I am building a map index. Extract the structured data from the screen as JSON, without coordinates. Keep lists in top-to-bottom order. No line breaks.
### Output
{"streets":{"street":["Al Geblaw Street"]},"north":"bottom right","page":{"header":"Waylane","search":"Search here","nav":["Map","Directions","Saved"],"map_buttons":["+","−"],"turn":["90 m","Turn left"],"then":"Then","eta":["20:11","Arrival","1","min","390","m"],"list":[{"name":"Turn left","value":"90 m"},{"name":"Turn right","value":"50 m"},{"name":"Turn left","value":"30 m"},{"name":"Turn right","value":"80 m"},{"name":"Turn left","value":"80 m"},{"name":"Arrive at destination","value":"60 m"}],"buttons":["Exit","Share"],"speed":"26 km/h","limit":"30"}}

————————

■ WHAT NEEDS TO BE DONE: Return the whole listing, keeping every word as it is.

■ TASK ANSWER:
I am building a map index. Extract the structured data from the screen as JSON, without coordinates. Keep lists in top-to-bottom order. No line breaks.
### Output
{"streets":{"street":["Al Geblaw Street"]},"north":"bottom right","page":{"header":"Waylane","search":"Search here","nav":["Map","Directions","Saved"],"map_buttons":["+","−"],"turn":["90 m","Turn left"],"then":"Then","eta":["20:11","Arrival","1","min","390","m"],"list":[{"name":"Turn left","value":"90 m"},{"name":"Turn right","value":"50 m"},{"name":"Turn left","value":"30 m"},{"name":"Turn right","value":"80 m"},{"name":"Turn left","value":"80 m"},{"name":"Arrive at destination","value":"60 m"}],"buttons":["Exit","Share"],"speed":"26 km/h","limit":"30"}}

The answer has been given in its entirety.